___ RECORDS SUPPLIED ___
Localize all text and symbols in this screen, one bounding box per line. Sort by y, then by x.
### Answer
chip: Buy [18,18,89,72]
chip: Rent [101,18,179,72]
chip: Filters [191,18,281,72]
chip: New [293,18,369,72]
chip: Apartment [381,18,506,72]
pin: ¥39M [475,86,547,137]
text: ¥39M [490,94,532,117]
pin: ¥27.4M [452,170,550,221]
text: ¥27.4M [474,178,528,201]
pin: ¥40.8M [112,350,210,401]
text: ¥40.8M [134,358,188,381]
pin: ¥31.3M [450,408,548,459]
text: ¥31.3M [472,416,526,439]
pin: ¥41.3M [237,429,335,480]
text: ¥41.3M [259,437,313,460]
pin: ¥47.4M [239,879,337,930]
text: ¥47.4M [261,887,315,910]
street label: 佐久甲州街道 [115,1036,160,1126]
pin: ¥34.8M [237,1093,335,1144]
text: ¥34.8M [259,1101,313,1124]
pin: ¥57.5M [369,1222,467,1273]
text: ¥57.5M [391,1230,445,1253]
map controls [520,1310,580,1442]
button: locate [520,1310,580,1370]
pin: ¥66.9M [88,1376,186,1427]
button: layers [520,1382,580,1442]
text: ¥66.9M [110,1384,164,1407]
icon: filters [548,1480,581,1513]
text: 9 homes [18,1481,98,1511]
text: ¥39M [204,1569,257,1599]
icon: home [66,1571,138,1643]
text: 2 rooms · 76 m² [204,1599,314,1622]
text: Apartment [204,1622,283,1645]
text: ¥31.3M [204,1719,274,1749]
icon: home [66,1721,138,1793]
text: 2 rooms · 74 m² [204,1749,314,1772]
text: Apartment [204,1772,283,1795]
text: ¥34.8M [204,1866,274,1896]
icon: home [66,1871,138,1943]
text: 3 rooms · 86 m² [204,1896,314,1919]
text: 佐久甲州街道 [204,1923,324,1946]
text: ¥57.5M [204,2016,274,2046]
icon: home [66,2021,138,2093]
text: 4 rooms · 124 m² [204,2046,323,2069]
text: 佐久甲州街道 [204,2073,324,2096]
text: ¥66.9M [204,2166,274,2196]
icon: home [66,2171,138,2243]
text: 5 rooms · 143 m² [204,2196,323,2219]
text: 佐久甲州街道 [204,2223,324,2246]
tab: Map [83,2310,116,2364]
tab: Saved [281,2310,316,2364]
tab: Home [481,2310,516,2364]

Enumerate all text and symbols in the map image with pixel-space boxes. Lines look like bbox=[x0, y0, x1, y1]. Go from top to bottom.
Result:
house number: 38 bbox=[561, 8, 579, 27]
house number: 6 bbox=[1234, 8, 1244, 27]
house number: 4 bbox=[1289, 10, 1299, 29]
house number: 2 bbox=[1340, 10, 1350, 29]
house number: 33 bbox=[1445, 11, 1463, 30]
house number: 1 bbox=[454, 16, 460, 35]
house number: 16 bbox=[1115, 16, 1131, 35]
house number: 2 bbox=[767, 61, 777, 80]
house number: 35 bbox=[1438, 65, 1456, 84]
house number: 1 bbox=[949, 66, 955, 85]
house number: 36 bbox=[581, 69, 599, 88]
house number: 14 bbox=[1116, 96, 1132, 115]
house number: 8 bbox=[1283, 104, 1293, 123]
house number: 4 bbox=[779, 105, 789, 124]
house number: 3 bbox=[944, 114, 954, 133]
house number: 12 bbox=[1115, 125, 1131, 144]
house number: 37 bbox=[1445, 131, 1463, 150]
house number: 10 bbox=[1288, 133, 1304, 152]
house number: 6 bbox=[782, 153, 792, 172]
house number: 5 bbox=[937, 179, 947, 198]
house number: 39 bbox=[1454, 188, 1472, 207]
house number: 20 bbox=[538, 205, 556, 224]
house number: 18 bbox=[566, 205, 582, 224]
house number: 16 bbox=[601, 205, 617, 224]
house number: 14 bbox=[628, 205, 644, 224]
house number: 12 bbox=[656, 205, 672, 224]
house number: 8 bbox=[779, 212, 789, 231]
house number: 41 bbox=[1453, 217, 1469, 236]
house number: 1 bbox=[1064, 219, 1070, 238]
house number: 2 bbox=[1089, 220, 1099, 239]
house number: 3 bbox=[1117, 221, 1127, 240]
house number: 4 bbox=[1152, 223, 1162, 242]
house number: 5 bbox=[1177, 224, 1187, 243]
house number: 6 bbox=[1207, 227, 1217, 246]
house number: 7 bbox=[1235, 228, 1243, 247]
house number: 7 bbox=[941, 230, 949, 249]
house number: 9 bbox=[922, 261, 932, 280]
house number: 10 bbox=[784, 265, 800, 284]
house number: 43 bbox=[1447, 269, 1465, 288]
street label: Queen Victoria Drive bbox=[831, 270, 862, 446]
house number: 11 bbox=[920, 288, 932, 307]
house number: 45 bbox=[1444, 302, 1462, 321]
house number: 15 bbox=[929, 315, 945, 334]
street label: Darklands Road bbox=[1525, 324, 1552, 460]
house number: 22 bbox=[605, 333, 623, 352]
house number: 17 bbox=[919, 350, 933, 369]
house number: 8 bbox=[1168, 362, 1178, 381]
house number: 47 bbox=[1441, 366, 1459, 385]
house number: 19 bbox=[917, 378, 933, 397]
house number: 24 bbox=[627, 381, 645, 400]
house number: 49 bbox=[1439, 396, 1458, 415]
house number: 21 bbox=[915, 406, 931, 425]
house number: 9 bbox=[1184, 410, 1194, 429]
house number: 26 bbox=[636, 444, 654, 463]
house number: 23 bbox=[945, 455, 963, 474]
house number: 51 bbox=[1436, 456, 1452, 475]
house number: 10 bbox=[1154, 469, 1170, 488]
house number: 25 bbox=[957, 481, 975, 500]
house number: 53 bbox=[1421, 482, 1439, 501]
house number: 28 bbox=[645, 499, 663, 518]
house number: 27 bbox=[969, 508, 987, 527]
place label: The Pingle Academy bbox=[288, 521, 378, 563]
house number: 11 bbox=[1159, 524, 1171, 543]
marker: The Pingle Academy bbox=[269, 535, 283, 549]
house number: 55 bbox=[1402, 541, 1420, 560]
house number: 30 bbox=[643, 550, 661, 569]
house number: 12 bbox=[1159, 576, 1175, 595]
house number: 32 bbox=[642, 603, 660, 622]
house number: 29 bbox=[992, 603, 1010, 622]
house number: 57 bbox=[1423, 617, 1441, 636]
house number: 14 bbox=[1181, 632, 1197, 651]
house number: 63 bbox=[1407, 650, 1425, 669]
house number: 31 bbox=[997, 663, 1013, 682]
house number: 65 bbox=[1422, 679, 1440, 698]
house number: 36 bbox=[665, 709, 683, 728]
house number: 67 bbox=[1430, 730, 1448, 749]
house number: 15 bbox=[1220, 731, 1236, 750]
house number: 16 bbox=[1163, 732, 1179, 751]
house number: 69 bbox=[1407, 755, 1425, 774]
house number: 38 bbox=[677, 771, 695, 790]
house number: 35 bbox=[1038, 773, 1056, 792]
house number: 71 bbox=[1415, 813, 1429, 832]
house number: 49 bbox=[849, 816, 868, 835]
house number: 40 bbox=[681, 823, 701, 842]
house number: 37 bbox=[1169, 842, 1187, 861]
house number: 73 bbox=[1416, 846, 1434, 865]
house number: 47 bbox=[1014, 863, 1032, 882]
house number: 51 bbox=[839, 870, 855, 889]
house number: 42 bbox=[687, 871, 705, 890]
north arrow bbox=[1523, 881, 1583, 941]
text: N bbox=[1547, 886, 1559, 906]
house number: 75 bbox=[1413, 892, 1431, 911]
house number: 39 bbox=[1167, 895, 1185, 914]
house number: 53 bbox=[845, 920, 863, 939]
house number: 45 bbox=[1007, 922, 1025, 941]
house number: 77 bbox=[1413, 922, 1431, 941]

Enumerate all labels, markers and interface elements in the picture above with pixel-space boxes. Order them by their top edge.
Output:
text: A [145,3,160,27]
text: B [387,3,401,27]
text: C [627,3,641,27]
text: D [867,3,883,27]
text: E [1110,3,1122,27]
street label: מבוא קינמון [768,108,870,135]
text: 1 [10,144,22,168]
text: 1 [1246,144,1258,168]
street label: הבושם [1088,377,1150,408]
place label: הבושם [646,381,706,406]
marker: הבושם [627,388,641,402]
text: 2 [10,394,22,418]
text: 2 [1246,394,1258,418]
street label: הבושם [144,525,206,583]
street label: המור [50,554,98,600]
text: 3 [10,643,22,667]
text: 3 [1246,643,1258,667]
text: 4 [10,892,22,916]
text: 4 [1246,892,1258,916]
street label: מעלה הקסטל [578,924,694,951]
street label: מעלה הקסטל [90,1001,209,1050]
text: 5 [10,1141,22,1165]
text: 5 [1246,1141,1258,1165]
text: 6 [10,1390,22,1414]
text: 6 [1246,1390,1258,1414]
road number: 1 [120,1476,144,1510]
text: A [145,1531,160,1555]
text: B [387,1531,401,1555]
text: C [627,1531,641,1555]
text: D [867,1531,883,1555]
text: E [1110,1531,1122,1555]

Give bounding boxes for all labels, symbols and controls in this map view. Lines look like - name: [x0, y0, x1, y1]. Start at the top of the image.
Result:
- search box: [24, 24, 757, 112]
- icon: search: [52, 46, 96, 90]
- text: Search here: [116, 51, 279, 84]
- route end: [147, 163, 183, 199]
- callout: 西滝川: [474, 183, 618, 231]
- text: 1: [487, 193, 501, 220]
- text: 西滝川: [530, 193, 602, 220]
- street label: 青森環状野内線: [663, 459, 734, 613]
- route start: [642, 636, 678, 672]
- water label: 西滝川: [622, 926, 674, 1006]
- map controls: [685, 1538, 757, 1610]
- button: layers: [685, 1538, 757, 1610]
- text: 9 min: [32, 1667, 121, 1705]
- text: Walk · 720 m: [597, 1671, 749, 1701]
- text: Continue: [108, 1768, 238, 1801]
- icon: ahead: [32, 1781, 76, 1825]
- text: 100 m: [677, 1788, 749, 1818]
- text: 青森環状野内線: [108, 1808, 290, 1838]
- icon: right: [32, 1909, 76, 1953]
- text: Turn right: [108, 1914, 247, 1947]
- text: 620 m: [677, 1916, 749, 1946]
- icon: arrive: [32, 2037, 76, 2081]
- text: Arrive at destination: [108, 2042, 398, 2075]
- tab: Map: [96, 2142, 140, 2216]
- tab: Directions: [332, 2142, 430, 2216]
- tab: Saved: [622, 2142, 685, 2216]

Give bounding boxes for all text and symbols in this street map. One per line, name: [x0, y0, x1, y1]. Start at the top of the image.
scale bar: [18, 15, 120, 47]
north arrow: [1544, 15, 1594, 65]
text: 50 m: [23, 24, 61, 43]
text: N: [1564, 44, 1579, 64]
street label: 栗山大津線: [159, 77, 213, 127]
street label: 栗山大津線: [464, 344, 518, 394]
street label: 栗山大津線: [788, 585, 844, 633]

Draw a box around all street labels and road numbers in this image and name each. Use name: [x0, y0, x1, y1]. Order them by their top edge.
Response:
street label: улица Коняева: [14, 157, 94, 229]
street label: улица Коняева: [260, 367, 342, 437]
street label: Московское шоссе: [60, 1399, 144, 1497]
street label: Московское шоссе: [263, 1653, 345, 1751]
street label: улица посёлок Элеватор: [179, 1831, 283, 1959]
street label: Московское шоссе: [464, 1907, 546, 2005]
___
### WORK REQUIRED
Nothing but the lines from the one containing "Draw a box around" to the end of the records above should appear, each copied exactly.

### EXPECTED OUTPUT
Draw a box around all street labels and road numbers in this image and name each. Use name: [x0, y0, x1, y1]. Order them by their top edge.
Response:
street label: улица Коняева: [14, 157, 94, 229]
street label: улица Коняева: [260, 367, 342, 437]
street label: Московское шоссе: [60, 1399, 144, 1497]
street label: Московское шоссе: [263, 1653, 345, 1751]
street label: улица посёлок Элеватор: [179, 1831, 283, 1959]
street label: Московское шоссе: [464, 1907, 546, 2005]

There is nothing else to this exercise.